What you have to do:
Without the images, write out all of the following entries exactly.

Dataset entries
----------

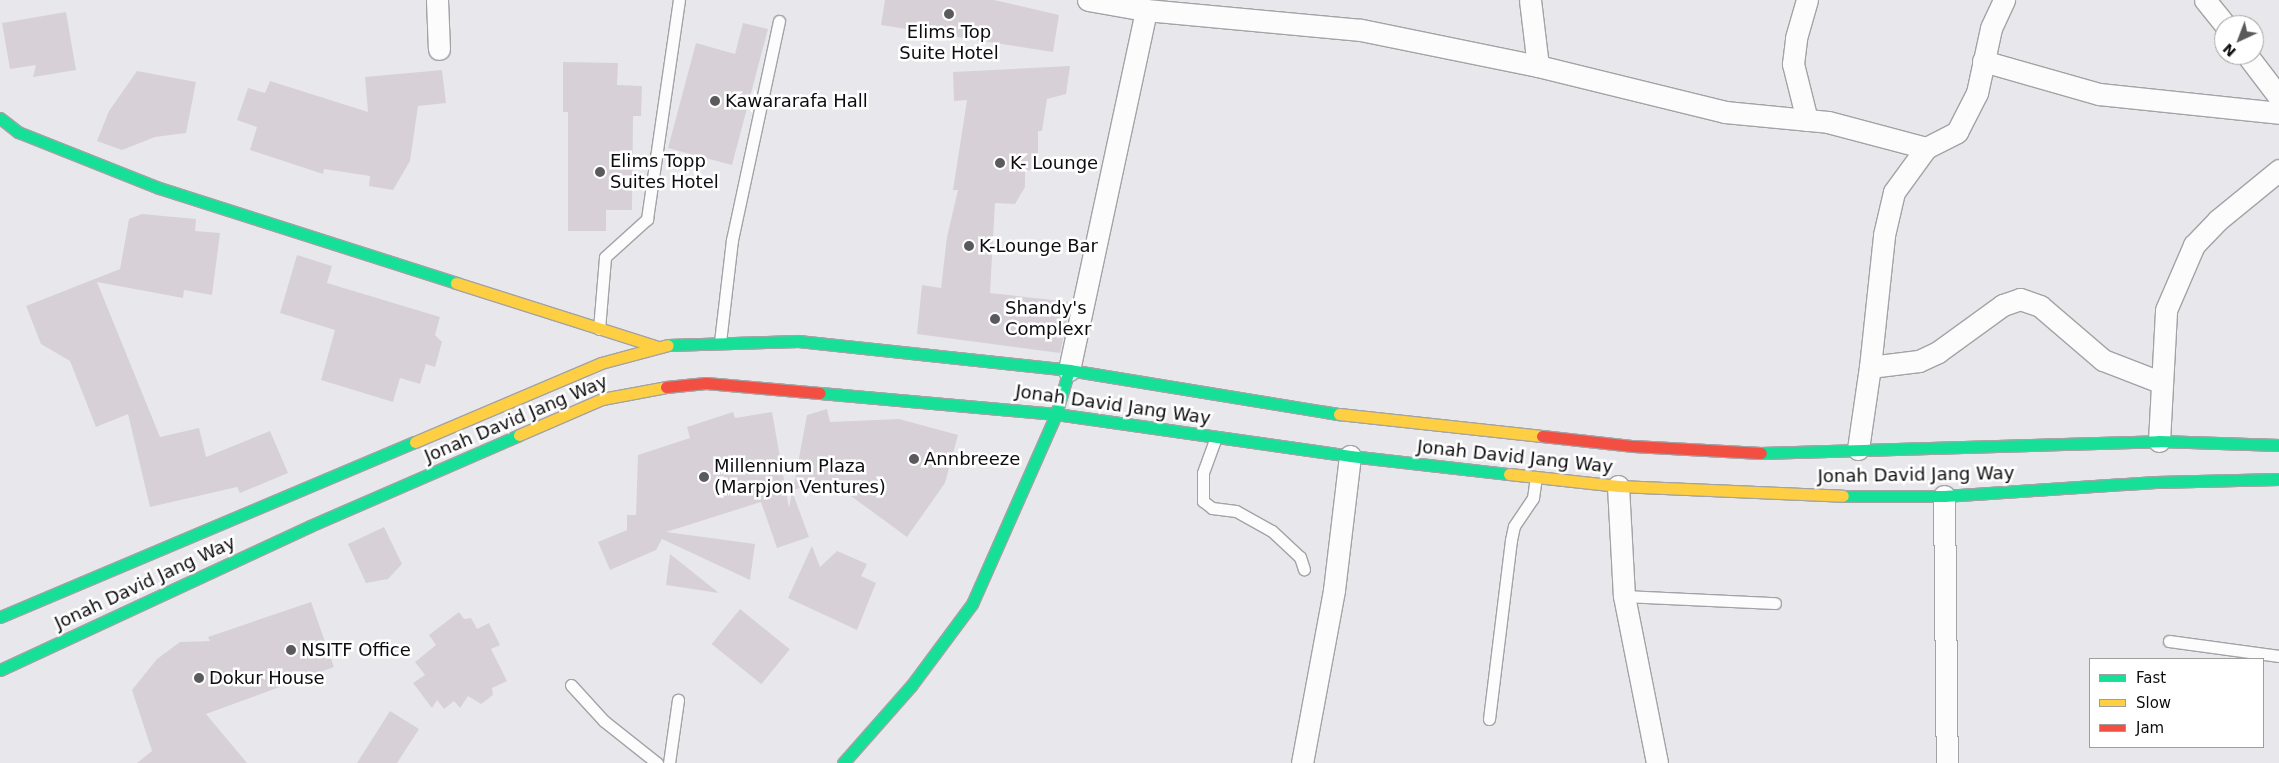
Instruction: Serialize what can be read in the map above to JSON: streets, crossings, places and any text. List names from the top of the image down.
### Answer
{
  "streets": {
    "main road": ["Jonah David Jang Way"]
  },
  "places": [
    "Elims Top Suite Hotel",
    "Kawararafa Hall",
    "K- Lounge",
    "Elims Topp Suites Hotel",
    "K-Lounge Bar",
    "Shandy's Complexr",
    "Annbreeze",
    "Millennium Plaza (Marpjon Ventures)",
    "NSITF Office",
    "Dokur House"
  ],
  "legend": ["Fast", "Slow", "Jam"],
  "north": "bottom left"
}
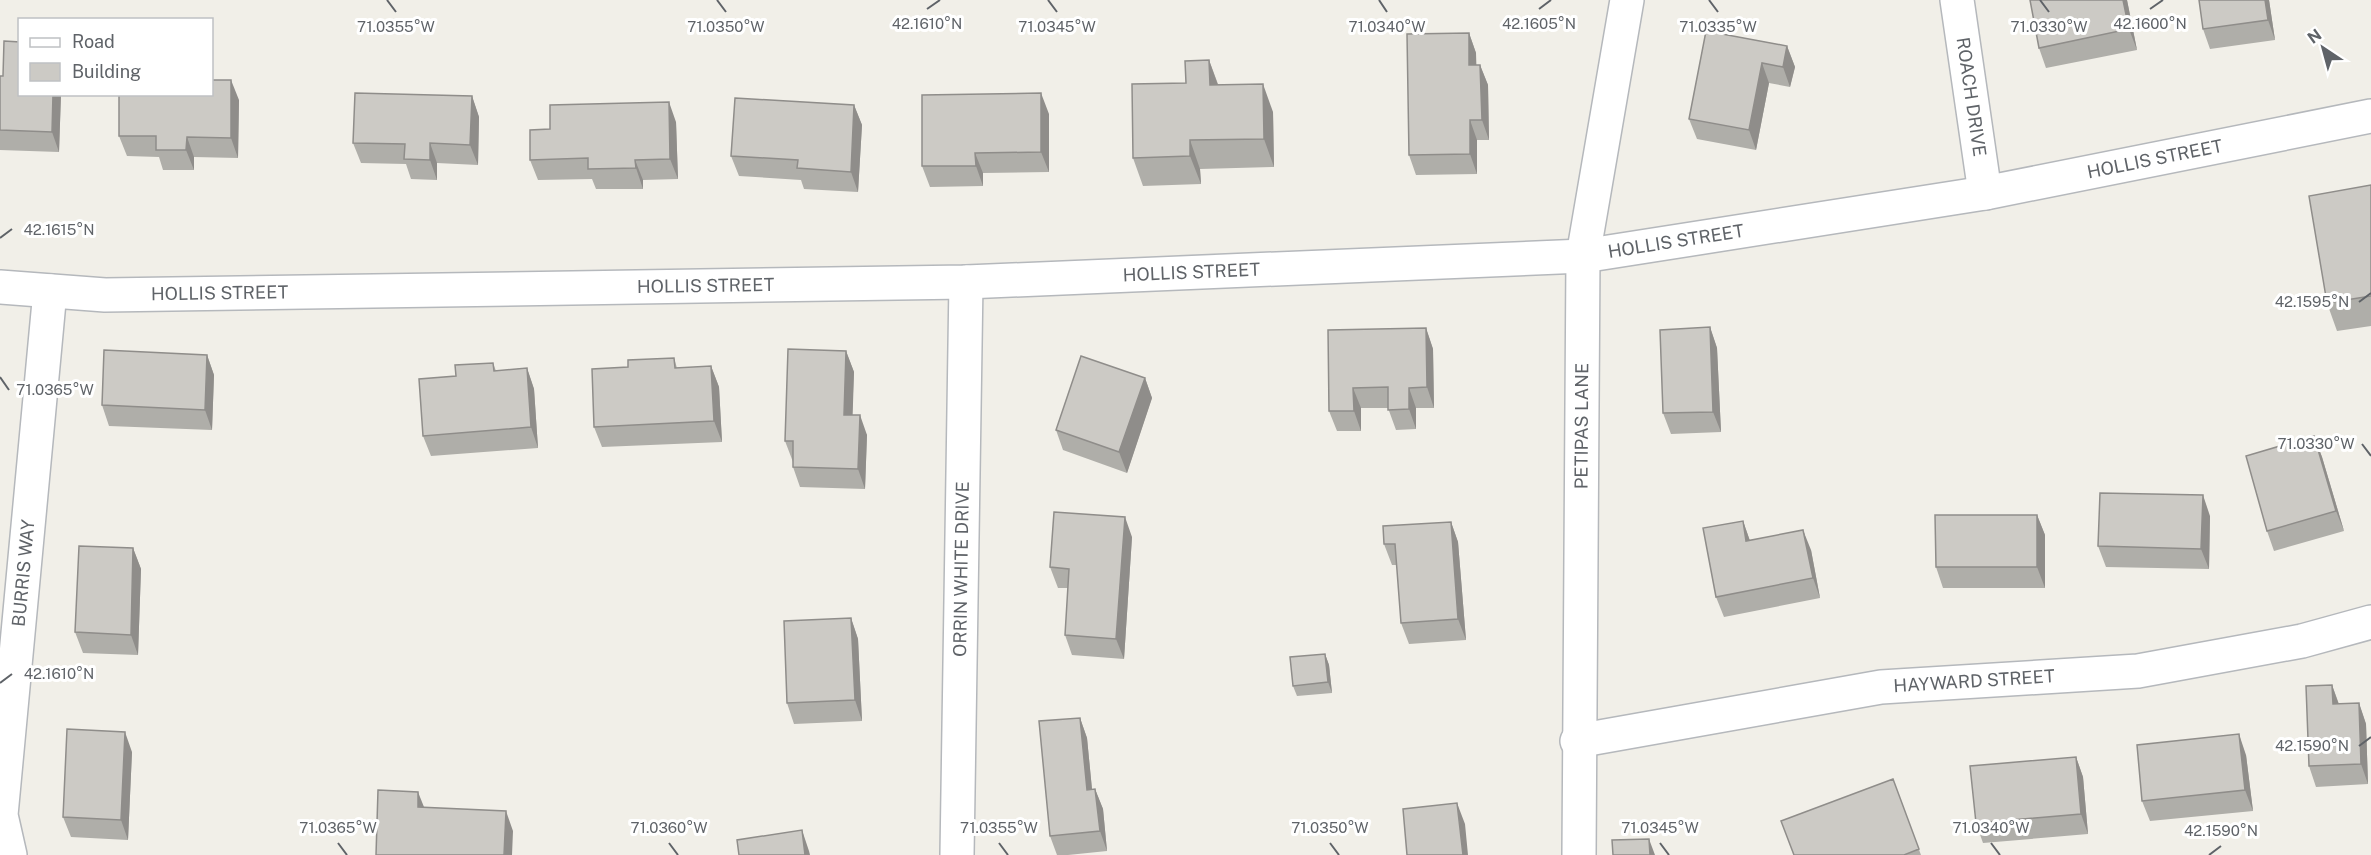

----------

Output of the task:
Instruction: Serialize what can be read in the map above to JSON: streets, crossings, places and any text. List names from the top of the image down.
### Answer
{
  "streets": {
    "main road": ["Jonah David Jang Way"]
  },
  "places": [
    "Elims Top Suite Hotel",
    "Kawararafa Hall",
    "K- Lounge",
    "Elims Topp Suites Hotel",
    "K-Lounge Bar",
    "Shandy's Complexr",
    "Annbreeze",
    "Millennium Plaza (Marpjon Ventures)",
    "NSITF Office",
    "Dokur House"
  ],
  "legend": ["Fast", "Slow", "Jam"],
  "north": "bottom left"
}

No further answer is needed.